The King's Speech - Mark Logue [9]
Then lagoo, the great boaster,
He the marvellous story-teller,
He the traveller and the talker,
He the friend of old Nokomis,
Made a bow for Hiawatha;
Logue went on reading for an hour, entranced by the words. Here was something that really mattered: rhythm – and he had found the door that led him into it.
Even as a young boy, he had been more interested in voices than faces; as the years passed, his interest and fascination in voices grew. In those days, far more emphasis was put on elocution than today: every year in Adelaide Town Hall, four boys who were the best speakers would recite and compete for the elocution prize. Logue, of course, was among the winners.
He left school at sixteen and went to study with Edward Reeves, a Salford-born teacher of elocution who had emigrated with his family to New Zealand as a child before moving to Adelaide in 1878. Reeves taught elocution to his pupils by day and gave ‘recitals’ to packed audiences in the Victoria Hall or other venues by night. Dickens was one of his specialities. Such recitals were an extraordinary feat not just of diction but of memory: a review in the Register of 22 December 1894 described his performance of A Christmas Carol in glowing terms: ‘For two hours and a quarter, Mr Reeves, without the aid of note, related the fascinating story,’ it reported. ‘Rounds of applause frequently interrupted the reciter, and as he concluded the carol with Tiny Tim’s “God Bless us every one”, he was accorded an ovation which testified in a most unmistakable manner to the hearty appreciation of the house.’
In an era before television, radio or the cinema, such ‘recitals’ were a popular form of entertainment. Their popularity also appears to have reflected a particular interest in speech and elocution throughout the English-speaking world. What could be called the elocution movement had begun to emerge in England in the late eighteenth century as part of a growing emphasis on the importance of public speaking. People were becoming more literate and society gradually more democratic – all of which led to greater attention being paid to the quality of public speakers, whether politicians, lawyers or, indeed, clergymen. The movement took off particularly in America: both Yale and Harvard instituted separate instruction in elocution in the 1830s, and by the second half of the century it was a required subject in many colleges throughout the United States. In schools, particular emphasis was put on reading aloud, which meant special attention was paid to articulation, enunciation and pronunciation. All this went hand in hand with an interest in oratory and rhetoric.
In Australia, the growth of the elocution movement was also informed by a growing divergence between their English and the version of the language spoken back in Britain.
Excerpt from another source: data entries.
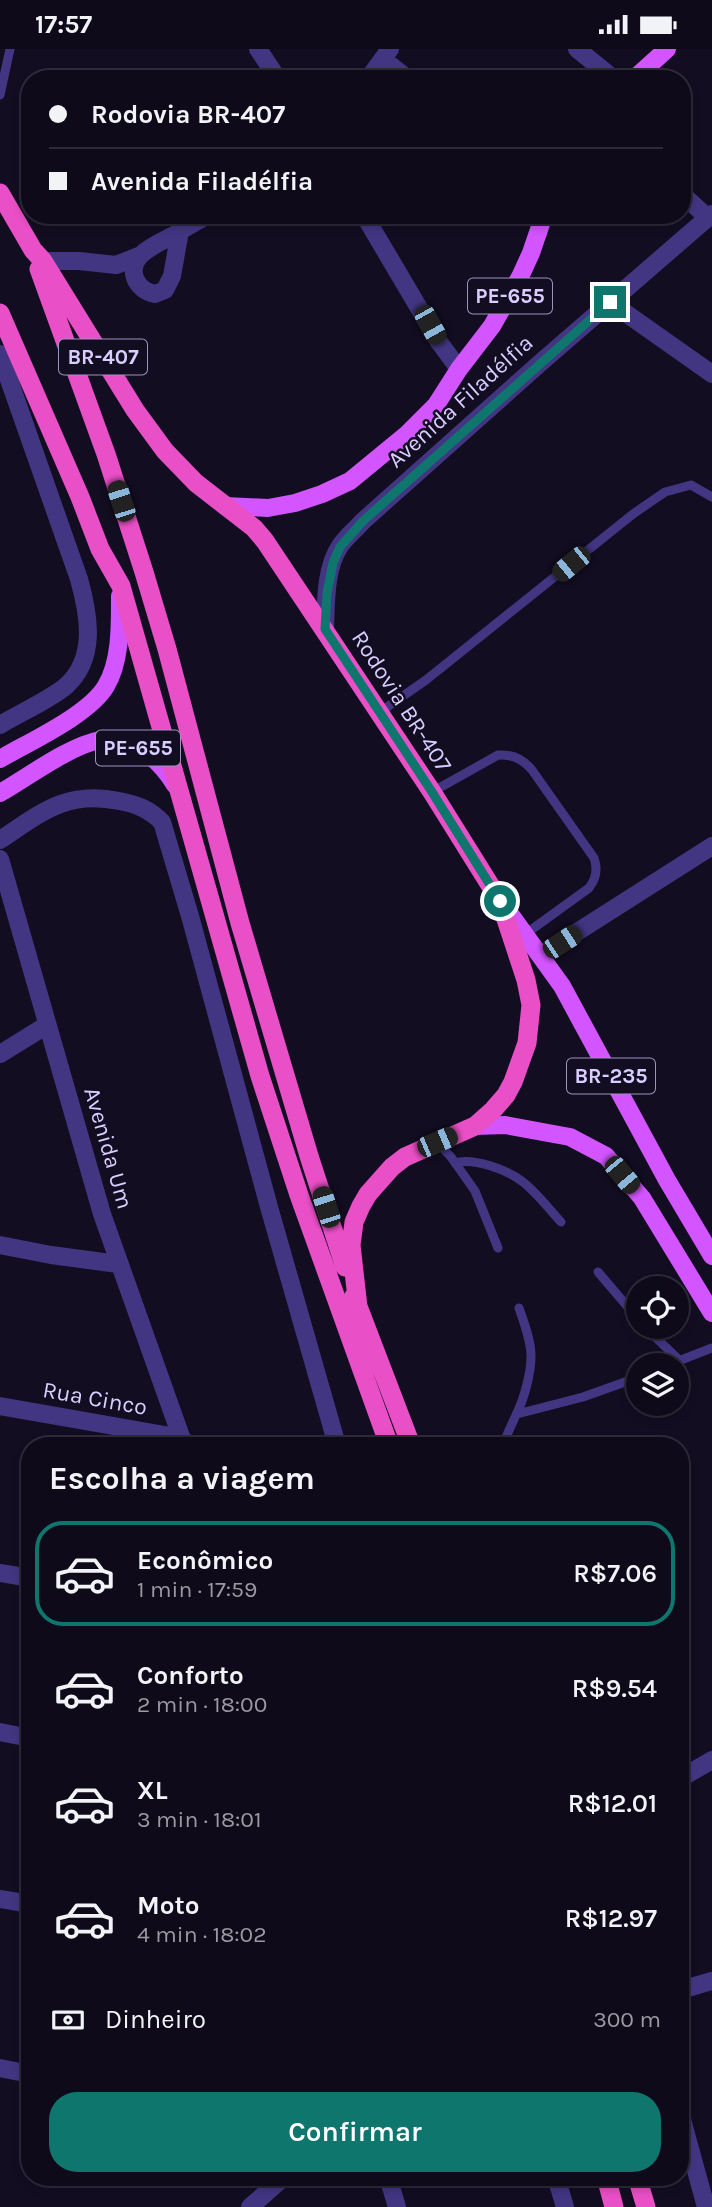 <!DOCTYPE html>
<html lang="pt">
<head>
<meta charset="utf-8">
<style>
	:root { --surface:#0e0a1a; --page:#1c1827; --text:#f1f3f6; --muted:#9b9aa2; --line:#2e2b39; --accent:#0f766e }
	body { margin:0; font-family:Karla,sans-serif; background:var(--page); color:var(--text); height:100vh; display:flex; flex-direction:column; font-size:26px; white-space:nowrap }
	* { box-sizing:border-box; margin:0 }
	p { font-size:23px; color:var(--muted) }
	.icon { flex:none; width:38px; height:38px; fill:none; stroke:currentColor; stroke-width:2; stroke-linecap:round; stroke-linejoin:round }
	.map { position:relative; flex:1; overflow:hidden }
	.panel { position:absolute; left:21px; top:1388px; width:668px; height:749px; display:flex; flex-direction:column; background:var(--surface); border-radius:28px; box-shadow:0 4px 10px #0003,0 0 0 2px var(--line) }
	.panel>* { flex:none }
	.hud { position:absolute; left:21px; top:21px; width:670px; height:154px; border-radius:28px; box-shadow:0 4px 10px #0003,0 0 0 2px var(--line); display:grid; align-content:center; height:154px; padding:0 28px; background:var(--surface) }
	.fabs { position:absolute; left:626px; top:1227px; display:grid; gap:14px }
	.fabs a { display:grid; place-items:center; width:63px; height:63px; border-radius:50%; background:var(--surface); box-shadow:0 4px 10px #0003,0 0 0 2px var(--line); font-size:35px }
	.end { position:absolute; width:32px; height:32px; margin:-16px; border:9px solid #0f766e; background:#fff; box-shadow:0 0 0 4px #fff }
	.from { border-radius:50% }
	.car { position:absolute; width:21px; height:42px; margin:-21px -10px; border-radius:9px; box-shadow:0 0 5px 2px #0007; background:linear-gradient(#222 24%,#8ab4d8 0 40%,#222 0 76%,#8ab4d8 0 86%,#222 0) }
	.hud b { display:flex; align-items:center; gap:24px; height:66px; font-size:26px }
	.hud b+b { border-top:2px solid var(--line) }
	.hud i { width:18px; height:18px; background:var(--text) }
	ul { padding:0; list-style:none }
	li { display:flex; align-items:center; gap:21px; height:105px; margin:0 14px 10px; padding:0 14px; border:4px solid transparent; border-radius:28px }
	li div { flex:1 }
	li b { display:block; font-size:26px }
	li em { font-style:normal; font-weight:600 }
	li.current { border-color:var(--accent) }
	li>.icon { width:63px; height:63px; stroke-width:1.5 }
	h2 { padding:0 28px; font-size:32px; line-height:84px }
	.pay { display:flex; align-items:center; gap:18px; height:77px; padding:0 28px; font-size:26px }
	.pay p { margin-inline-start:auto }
	.primary-button { display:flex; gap:14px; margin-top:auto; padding:14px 28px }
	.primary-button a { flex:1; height:80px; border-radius:28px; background:var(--accent); color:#fff; font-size:28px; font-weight:600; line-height:80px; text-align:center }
	.status { display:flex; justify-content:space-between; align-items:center; height:49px; padding:0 35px; background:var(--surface); direction:ltr }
	.status svg { height:19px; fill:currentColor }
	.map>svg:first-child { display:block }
</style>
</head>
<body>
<div class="status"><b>17:57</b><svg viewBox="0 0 49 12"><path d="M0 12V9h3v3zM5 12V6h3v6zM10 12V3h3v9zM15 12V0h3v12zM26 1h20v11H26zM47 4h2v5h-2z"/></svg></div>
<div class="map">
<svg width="712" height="2158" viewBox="0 0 712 2158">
	<rect width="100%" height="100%" fill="#130d22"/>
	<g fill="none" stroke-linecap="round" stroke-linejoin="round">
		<path stroke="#423683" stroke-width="9" d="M0 46 10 0
			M380 663 426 631 633 465 665 443 691 436 712 448
			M432 743 498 706C512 705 523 710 532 721L594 809C598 820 596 830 589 839L524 886
			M437 1093 451 1108 475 1142 498 1199
			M455 1114C473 1108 508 1121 523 1133 537 1144 549 1160 561 1173
			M598 1223 639 1271
			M645 1278 679 1311
			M668 1316 712 1299
			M517 1365 583 1348 639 1328
			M503 1396C507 1385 511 1377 516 1366 524 1350 531 1325 531 1307 531 1291 524 1274 519 1259"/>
		<path stroke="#423683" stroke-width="18" d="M258 0 278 30
			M577 0 614 30
			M383 10 408 30
			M368 30 390 0
			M682 145 708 169
			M364 166 439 293 459 320
			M180 182 172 227 165 241 155 245C136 241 126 221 141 206 150 197 165 191 176 185L180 182 208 166
			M43 212H79L116 216 139 207
			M610 253 712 325
			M0 305 79 530C89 566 97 609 66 637 51 650 18 665 0 676
			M0 791C41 764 66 741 119 752 136 755 149 760 162 773L190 867 269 1158 337 1396
			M0 810 102 1165 184 1396
			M541 906 712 797
			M0 1005 47 976
			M0 1196 51 1206 118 1215
			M0 1357 182 1389
			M0 1524 30 1529
			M0 1683 30 1689
			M681 1729 712 1711
			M0 1850 30 1855
			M681 1941 712 1932
			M0 2019 30 2025
			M681 2067 706 2158
			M388 2128 397 2158
			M556 2128 565 2158
			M250 2158 284 2128"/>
		<path stroke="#423683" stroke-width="18" d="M325 580C326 554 325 519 340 497 346 488 356 480 363 472L539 315 712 165"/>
		<path stroke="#d355ff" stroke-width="18" d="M634 30 667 0
			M225 457 268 459 295 454 322 445 350 432 406 386 436 356 459 320 492 277 520 228 531 204 544 166
			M0 710C29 693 89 666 106 637 121 612 120 576 120 547
			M0 744C28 728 69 697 100 691 131 685 161 712 175 736
			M505 858 562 937 667 1131 712 1207
			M475 1077 505 1076 570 1088 606 1107 642 1149 712 1264"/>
		<path stroke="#e94fc6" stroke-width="19" d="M0 144 33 201 43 212 135 361 165 402 196 434 254 479 265 492 432 743 500 852 526 931 531 956 527 994 513 1033 506 1046 493 1061 475 1077 405 1108 392 1118 368 1145 361 1157 354 1173 351 1196 358 1258
			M39 220 106 405 144 523 167 600 240 874 309 1107 345 1218
			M0 264 80 448 100 500 121 537 260 1027 299 1146 389 1396
			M354 1247 411 1396
			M606 2128 614 2158
			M637 2128 646 2158"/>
	</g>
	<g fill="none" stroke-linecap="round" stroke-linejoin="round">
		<path stroke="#0f766e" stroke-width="9" d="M500 852 432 743 325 580 327 544 333 514 340 498 363 472 610 253"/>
	</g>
	<g text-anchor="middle" stroke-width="5" stroke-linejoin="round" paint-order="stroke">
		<g fill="#130d22" stroke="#9e94bd" stroke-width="2">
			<rect x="468" y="229.5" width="84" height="35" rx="5"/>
			<rect x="59" y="290.5" width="88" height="35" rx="5"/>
			<rect x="96" y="681.5" width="84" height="35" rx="5"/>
			<rect x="567" y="1009.5" width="88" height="35" rx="5"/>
		</g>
		<g font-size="21" font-weight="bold" fill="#d9ceff">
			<text x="510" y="254">PE-655</text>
			<text x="103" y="315">BR-407</text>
			<text x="138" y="706">PE-655</text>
			<text x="611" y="1034">BR-235</text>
		</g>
		<g font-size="23" fill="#d9ceff" stroke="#130d22">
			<text transform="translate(460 352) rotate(-42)" y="8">Avenida Filadélfia</text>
			<text transform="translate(402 652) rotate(57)" y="8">Rodovia BR-407</text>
			<text transform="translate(109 1099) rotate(74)" y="8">Avenida Um</text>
			<text transform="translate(95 1349) rotate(10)" y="8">Rua Cinco</text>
		</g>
	</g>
</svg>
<div class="fabs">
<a><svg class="icon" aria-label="locate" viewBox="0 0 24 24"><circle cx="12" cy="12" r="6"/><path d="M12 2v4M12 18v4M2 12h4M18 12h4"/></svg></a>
<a><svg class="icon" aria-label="layers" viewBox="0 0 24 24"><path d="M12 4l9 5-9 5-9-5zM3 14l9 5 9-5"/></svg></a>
</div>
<i class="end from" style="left:500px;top:852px"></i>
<i class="end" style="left:610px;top:253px"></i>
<i class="car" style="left:430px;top:276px;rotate:151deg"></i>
<i class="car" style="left:121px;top:452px;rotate:342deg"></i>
<i class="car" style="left:571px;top:515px;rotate:231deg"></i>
<i class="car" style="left:562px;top:893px;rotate:57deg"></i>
<i class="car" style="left:437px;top:1093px;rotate:67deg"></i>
<i class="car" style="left:622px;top:1126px;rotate:140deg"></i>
<i class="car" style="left:326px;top:1158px;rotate:342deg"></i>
<div class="hud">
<b><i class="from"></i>Rodovia BR-407</b>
<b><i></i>Avenida Filadélfia</b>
</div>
<section class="panel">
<h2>Escolha a viagem</h2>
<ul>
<li class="current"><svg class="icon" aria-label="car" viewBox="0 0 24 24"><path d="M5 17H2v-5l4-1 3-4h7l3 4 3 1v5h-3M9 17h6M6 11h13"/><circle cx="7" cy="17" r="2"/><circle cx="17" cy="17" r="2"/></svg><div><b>Econômico</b><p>1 min · 17:59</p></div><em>R$7.06</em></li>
<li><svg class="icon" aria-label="car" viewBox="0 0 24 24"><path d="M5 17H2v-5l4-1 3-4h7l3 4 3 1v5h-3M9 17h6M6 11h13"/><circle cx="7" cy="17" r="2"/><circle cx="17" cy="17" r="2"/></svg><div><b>Conforto</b><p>2 min · 18:00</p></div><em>R$9.54</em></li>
<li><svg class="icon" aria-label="car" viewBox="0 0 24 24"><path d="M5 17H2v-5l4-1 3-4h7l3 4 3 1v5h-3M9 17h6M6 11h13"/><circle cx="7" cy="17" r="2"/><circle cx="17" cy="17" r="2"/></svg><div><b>XL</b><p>3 min · 18:01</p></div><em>R$12.01</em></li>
<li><svg class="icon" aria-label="car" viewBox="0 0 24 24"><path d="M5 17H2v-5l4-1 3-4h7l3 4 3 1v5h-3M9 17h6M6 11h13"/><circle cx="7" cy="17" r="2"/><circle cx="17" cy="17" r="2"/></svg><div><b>Moto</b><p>4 min · 18:02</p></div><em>R$12.97</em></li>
</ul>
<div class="pay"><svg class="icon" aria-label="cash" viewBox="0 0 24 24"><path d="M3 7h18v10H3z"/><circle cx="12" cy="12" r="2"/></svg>Dinheiro<p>300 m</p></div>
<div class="primary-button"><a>Confirmar</a></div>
</section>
</div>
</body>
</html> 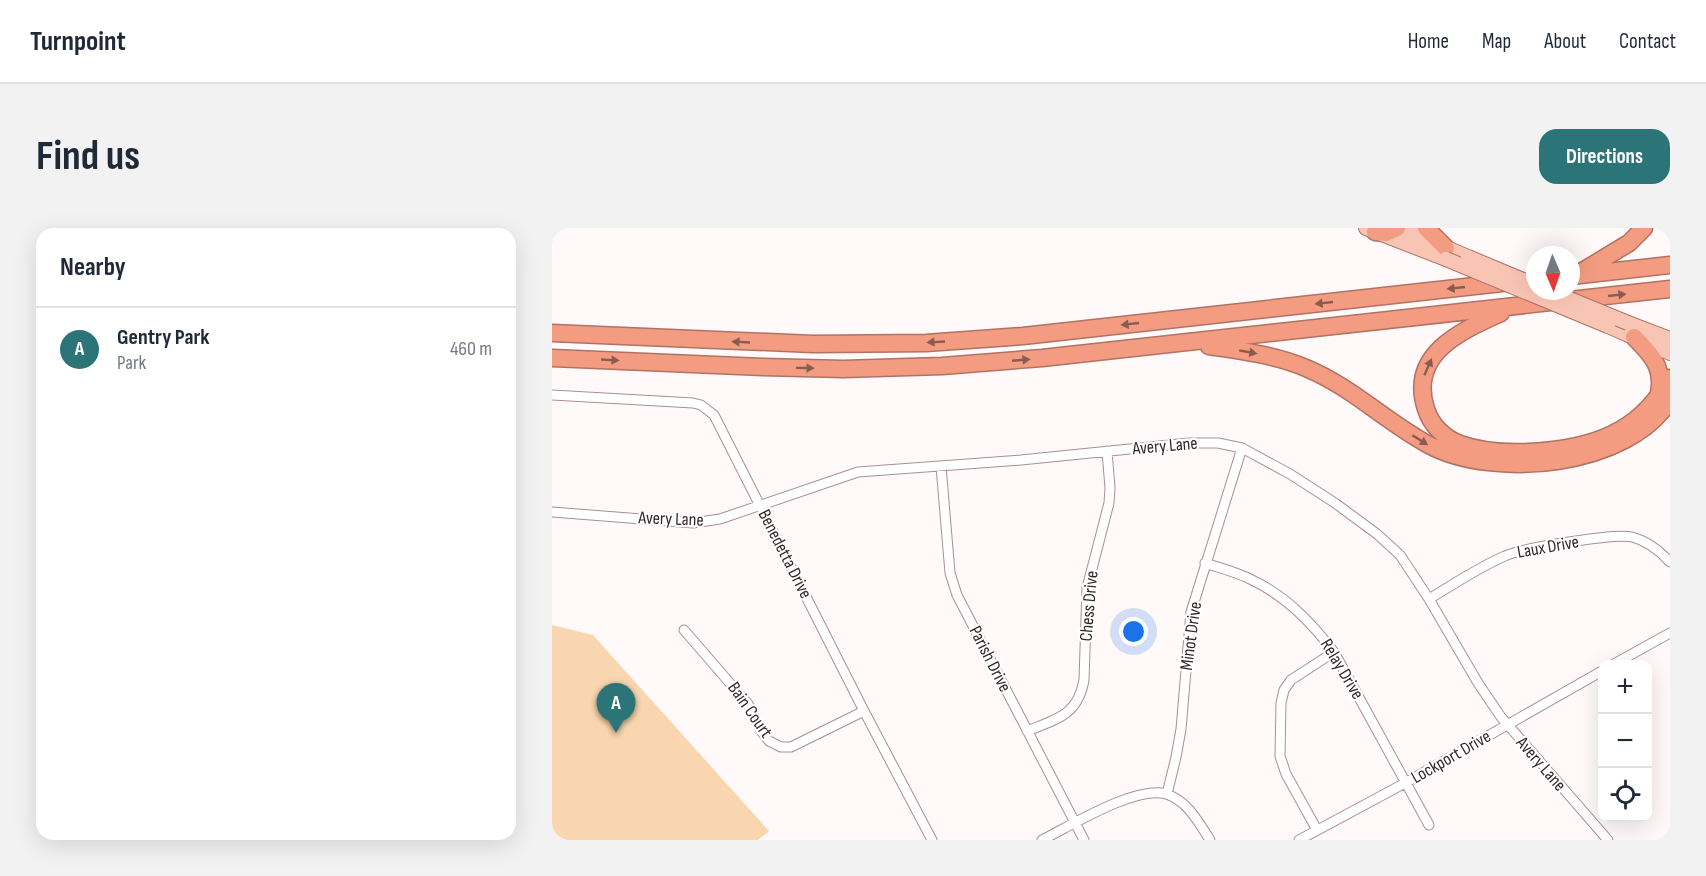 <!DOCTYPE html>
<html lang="en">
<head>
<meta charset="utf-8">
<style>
  :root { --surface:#fff; --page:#f2f2f3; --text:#1f2937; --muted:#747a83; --line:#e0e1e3; --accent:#2b7579 }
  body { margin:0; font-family:"Sofia Sans Condensed",sans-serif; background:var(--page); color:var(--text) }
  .controls { position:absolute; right:18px; bottom:18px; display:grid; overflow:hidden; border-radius:12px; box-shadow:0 6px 24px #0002 }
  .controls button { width:54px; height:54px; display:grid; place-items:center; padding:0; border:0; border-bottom:2px solid var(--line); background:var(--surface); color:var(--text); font:30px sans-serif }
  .compass { position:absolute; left:974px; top:18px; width:54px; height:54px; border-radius:50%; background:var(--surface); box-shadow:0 6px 24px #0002; rotate:178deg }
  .you { position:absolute; left:582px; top:404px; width:21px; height:21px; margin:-15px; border:4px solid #fff; border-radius:50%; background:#1a73e8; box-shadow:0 0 0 9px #1a73e833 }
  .badge { display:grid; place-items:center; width:39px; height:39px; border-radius:50%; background:var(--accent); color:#fff; font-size:20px; font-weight:700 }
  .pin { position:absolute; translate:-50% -50px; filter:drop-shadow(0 2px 3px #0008) }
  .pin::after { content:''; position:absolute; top:32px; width:21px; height:18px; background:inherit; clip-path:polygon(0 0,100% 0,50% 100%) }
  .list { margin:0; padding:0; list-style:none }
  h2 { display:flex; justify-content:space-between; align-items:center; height:78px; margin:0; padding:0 24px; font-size:26px }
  h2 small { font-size:20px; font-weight:400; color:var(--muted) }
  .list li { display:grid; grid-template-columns:39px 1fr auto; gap:18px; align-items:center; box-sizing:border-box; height:84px; padding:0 24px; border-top:2px solid var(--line) }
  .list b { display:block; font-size:22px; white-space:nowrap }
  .list p { margin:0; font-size:20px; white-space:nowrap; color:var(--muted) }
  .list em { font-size:20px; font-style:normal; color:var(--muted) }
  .icon { flex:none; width:33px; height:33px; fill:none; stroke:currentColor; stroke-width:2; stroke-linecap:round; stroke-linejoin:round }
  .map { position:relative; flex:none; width:1118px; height:612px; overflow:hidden; border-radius:18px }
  header { display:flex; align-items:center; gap:36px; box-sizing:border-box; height:84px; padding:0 30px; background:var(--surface); border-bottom:2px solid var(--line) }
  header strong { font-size:28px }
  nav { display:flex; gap:33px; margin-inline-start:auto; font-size:21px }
  .intro { display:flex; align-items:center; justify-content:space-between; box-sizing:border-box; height:144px; padding:0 36px }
  h1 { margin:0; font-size:42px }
  .button { padding:15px 27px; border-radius:18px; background:var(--accent); color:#fff; font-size:21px; font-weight:700 }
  main { display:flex; gap:36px; padding:0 36px }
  aside { flex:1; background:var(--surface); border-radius:18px; box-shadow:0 6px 24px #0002 }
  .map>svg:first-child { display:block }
  .green { fill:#f9d6af }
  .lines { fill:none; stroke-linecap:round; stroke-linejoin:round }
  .minor-casing { stroke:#aa8e94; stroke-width:11 }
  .primary-casing { stroke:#b07363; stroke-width:16 }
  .motorway-casing { stroke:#b07363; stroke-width:19 }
  .minor { stroke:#fff; stroke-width:9 }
  .primary { stroke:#f8c4b4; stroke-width:14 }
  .motorway { stroke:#f49c82; stroke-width:16 }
  .primary-bridge-casing { stroke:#b07363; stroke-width:16; stroke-linecap:butt }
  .primary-bridge { stroke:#f8c4b4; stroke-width:14 }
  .oneway { fill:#895b51 }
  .labels { text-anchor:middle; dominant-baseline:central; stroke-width:4.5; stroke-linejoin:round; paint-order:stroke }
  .street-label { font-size:18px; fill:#322629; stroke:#fff }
</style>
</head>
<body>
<header>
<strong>Turnpoint</strong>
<nav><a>Home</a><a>Map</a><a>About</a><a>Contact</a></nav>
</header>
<div class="intro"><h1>Find us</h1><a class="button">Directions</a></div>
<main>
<aside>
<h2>Nearby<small></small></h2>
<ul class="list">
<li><span class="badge">A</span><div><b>Gentry Park</b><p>Park</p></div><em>460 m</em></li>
</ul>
</aside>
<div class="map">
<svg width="1118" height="612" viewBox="0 0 1118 612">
  <rect width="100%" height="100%" fill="#fff9fa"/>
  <path class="green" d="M 0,397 L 41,407 L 217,603 L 206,612 L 0,612 Z"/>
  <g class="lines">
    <g class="minor-casing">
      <path id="minor" d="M 0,167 L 141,175 L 149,177 L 162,187 L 312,483 L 380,612
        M 389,238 L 398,345 L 405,367 L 532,612
        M 0,284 L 141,295 L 168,291 L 306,244 L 469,232 L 637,215 L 666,215 L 690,220 L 738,246 L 783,275 L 825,306 L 848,327 L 877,371 L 926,455 L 949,489 L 1056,612
        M 653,335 C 668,340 684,344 698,351 C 733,367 759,394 782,424 L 877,597
        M 877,371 C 902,356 927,339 953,328 C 970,320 1064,305 1080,309 C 1096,313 1107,322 1118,334
        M 132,402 L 196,476 L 210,504 L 217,513 L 229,519 L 239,519 L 312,483
        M 1062,436 L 1118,405
        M 475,503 C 505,491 526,487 532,452 L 535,360 L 557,275 L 558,260 L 555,223
        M 615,566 L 624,529 L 629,501 L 639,384 L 690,220
        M 765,602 L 734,546 L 728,528 L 729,475 L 732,462 L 739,452 L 782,424
        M 490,612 C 518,598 584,557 614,566 C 635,572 647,595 658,612
        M 747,612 L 855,554 L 1050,443"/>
    </g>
    <g class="primary-casing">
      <path id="primary" d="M 814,0 L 894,31
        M 848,0 L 916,29
        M 1076,95 L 1118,111
        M 1056,98 L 1118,125"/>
    </g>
    <g class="motorway-casing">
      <path id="motorway" d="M 874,0 L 894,20
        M 823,4 L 834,5 L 845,0
        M 1029,44 L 1077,15 L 1092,0
        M 1019,48 L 1118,37
        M 949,85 C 909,103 856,126 874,181 C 879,197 892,210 908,216 C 951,231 1029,225 1068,202 C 1090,190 1106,171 1118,150
        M 0,105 L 261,116 L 374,115 L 471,108 L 959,54
        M 1082,109 C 1099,126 1112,139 1107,165
        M 657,118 C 690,123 724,127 754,140 C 800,159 834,194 877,217 C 942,252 1077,239 1118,172
        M 0,130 L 211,139 L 291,141 L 390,138 L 490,130 L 1118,61"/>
    </g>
    <use href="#minor" class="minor"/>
    <use href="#primary" class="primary"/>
    <use href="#motorway" class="motorway"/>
    <g class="primary-bridge-casing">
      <path id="primary-bridge" d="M 916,29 L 983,57
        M 894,31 L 1056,98
        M 998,63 L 1076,95"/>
    </g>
    <use href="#primary-bridge" class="primary-bridge"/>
  </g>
  <defs><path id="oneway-solid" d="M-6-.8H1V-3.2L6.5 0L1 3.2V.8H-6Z" transform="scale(1.5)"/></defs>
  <g class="oneway">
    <use href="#oneway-solid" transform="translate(904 60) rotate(174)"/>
    <use href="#oneway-solid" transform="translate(1065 67) rotate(-6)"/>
    <use href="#oneway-solid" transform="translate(772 75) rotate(174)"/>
    <use href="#oneway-solid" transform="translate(578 96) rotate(174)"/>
    <use href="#oneway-solid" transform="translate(189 114) rotate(-177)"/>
    <use href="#oneway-solid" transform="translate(384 114) rotate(177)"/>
    <use href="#oneway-solid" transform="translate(696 124) rotate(10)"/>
    <use href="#oneway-solid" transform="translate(58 132) rotate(3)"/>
    <use href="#oneway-solid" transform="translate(469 132) rotate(-5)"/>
    <use href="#oneway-solid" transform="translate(876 139) rotate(-66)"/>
    <use href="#oneway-solid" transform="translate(253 140) rotate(1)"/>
    <use href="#oneway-solid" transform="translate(868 212) rotate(32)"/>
  </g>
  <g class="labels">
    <g class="street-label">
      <text transform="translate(613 218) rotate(-5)">Avery Lane</text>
      <text transform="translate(119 291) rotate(2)">Avery Lane</text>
      <text transform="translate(996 319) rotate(-10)">Laux Drive</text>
      <text transform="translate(233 326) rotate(63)">Benedetta Drive</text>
      <text transform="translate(537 378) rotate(-85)">Chess Drive</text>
      <text transform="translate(639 408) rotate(-82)">Minot Drive</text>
      <text transform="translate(438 431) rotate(63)">Parish Drive</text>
      <text transform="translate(790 441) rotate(59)">Relay Drive</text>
      <text transform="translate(198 482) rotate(55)">Bain Court</text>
      <text transform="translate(899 529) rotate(-30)">Lockport Drive</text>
      <text transform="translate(989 536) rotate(49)">Avery Lane</text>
    </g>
  </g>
</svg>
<div class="controls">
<button>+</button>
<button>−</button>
<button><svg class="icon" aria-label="locate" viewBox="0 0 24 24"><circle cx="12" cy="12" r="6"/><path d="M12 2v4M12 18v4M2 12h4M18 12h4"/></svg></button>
</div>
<svg class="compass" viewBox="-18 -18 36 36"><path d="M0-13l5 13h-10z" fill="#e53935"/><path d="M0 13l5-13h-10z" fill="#747a83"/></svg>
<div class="you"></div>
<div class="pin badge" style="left:64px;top:505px">A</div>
</div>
</main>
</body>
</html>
For some, the distinctiveness of the Australian accent was a badge of national pride, especially after the six colonies were grouped together into a federation on 1 January 1901, forming the Commonwealth of Australia. For many commentators, though, it was little more than a sign of laziness. ‘The habit of talking with the mouth half open all the time is another manifestation of the national “tired feeling”,’ complained one writer in the Bulletin, the Australian weekly, at the turn of the last century.4 ‘Many of the more typical bumpkins never shut their mouths. This is often a symptom of post-nasal adenoids and hypertrophy of the tonsils; the characteristic Australian disease.’